Making the ordinary extraordinary in any town, including Phoenix
I just finished talking to one of my PhDs (Phoenix History Detectives) who was kind enough to express his appreciation for a couple of my articles about ordinary people in Phoenix that I saw as extraordinary. And it really is how I feel about my town.
And if you don't feel that way about your town, whether it's Phoenix or not, I kinda feel sorry for you. It's like anything you love, everything inch of it becomes precious. And you get defensive if someone criticizes it, or if anything changes, anything at all.
I don't know when I started becoming fascinated with what most people think of as ordinary. I tend to think of "grownups" as people who wouldn't understand, so I guess I've always been that way. I used to spend hours just walking around the little town in Minnesota where my grandma lived, and when the grownups asked me where I'd been, or what I'd seen, I really had no answer. To them I was looking at rocks and weeds. To me it was so different. And at an early age I started drawing the things that I saw in an effort to really try to understand them. I still try to, but I know that I never will.

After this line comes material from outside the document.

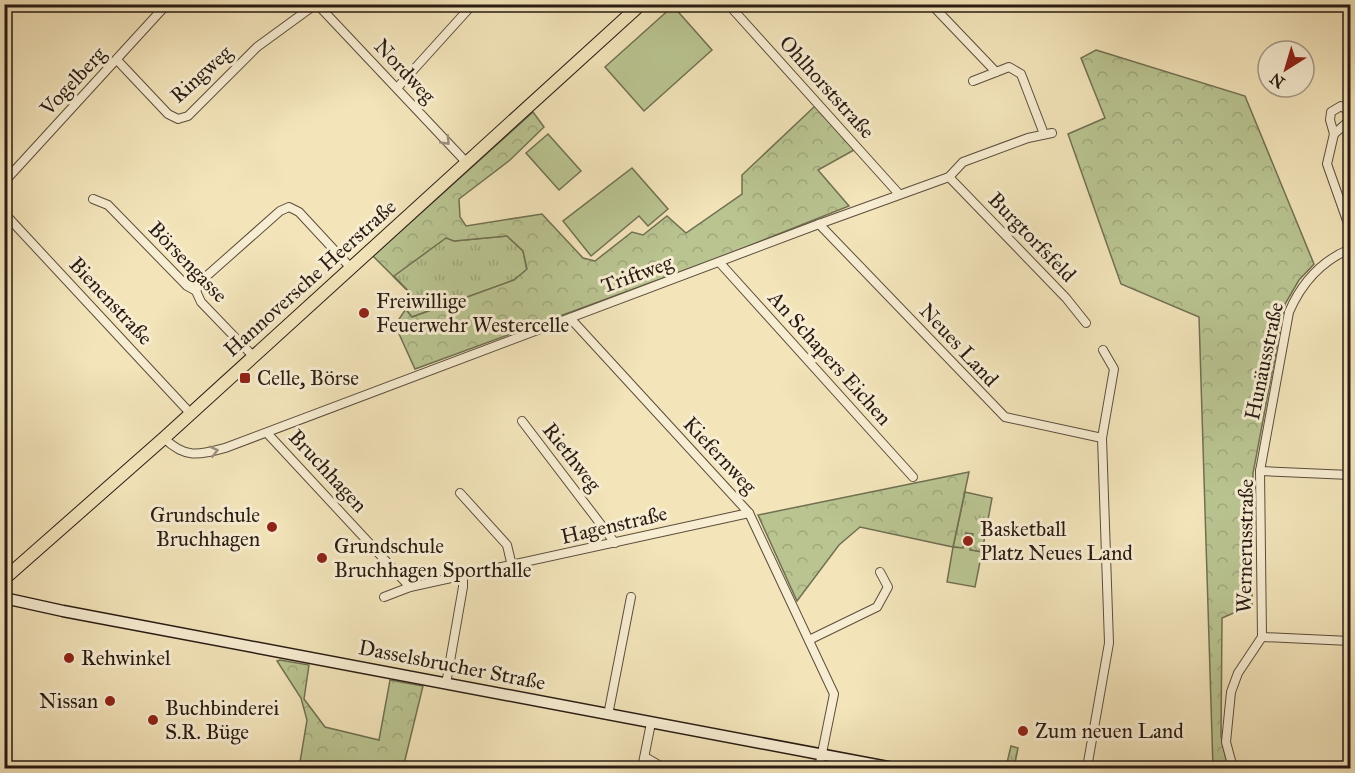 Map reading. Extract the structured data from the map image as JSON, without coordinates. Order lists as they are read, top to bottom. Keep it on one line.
{"streets":{"main road":["Hannoversche Heerstraße"],"street":["Nordweg","Ringweg","Vogelberg","Ohlhorststraße","Burgtorfsfeld","Börsengasse","Triftweg","Bienenstraße","Neues Land","An Schapers Eichen","Hunäusstraße","Kiefernweg","Riethweg","Bruchhagen","Hagenstraße","Wernerusstraße","Dasselsbrucher Straße"]},"crossings":[["Nordweg","Ringweg"],["Nordweg","Hannoversche Heerstraße"],["Ringweg","Vogelberg"],["Ohlhorststraße","Triftweg"],["Burgtorfsfeld","Triftweg"],["Börsengasse","Hannoversche Heerstraße"],["Triftweg","Hannoversche Heerstraße"],["Triftweg","Neues Land"],["Triftweg","An Schapers Eichen"],["Triftweg","Kiefernweg"],["Triftweg","Bruchhagen"],["Hannoversche Heerstraße","Bienenstraße"],["Hunäusstraße","Wernerusstraße"],["Kiefernweg","Hagenstraße"],["Kiefernweg","Dasselsbrucher Straße"],["Riethweg","Hagenstraße"],["Bruchhagen","Hagenstraße"]],"one_way":["Nordweg"],"places":{"other":["Freiwillige Feuerwehr Westercelle","Grundschule Bruchhagen","Basketball Platz Neues Land","Grundschule Bruchhagen Sporthalle","Rehwinkel","Nissan","Buchbinderei S.R. Büge","Zum neuen Land"],"transit":["Celle, Börse"]},"north":"bottom left"}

When I discovered the artist Andrew Wyeth in my teens I started to understand what he saw, and shared. I've known people who just don't get it, who travel to Chadds Ford, Pennsylvania and look around. And I know that if I went there I wouldn't see what Wyeth saw, but I know that I would try. But there really isn't any need for me to travel there. What he saw was color and light and texture. He was fascinated by the shadows on the hills. He visited his next-door neighbor, Anna Christina, who had to be the most ordinary person you could imagine, and he made a famous masterpiece based on her.
As a teacher, I'm a big believer in the old adage of "showing people where to look, not what to see". And I'm often saddened by people who won't bother to turn their head, or walk across the street, because "there's nothing to see". So here in my history adventuring blog, I share what I see. And what I see is extraordinary. If you can see it, too, that makes me happy. If you're standing there puzzled it makes me kinda sad. So thank you for letting me tell you what I see, and I hope that you find something worth seeing in the ordinary stuff that surrounds you. If you'd like, you can start by saying that Phoenix has great sunsets - most people will agree with you on that. And then you can take it elsewhere, into wherever you want to go. That's my plan, and if you come along with me I'll share what I see. It will be extraordinary, I guarantee that!
Image at the top of this post: Inside of my apartment in 1978, 4201 N. 9th Street, Phoenix, Arizona.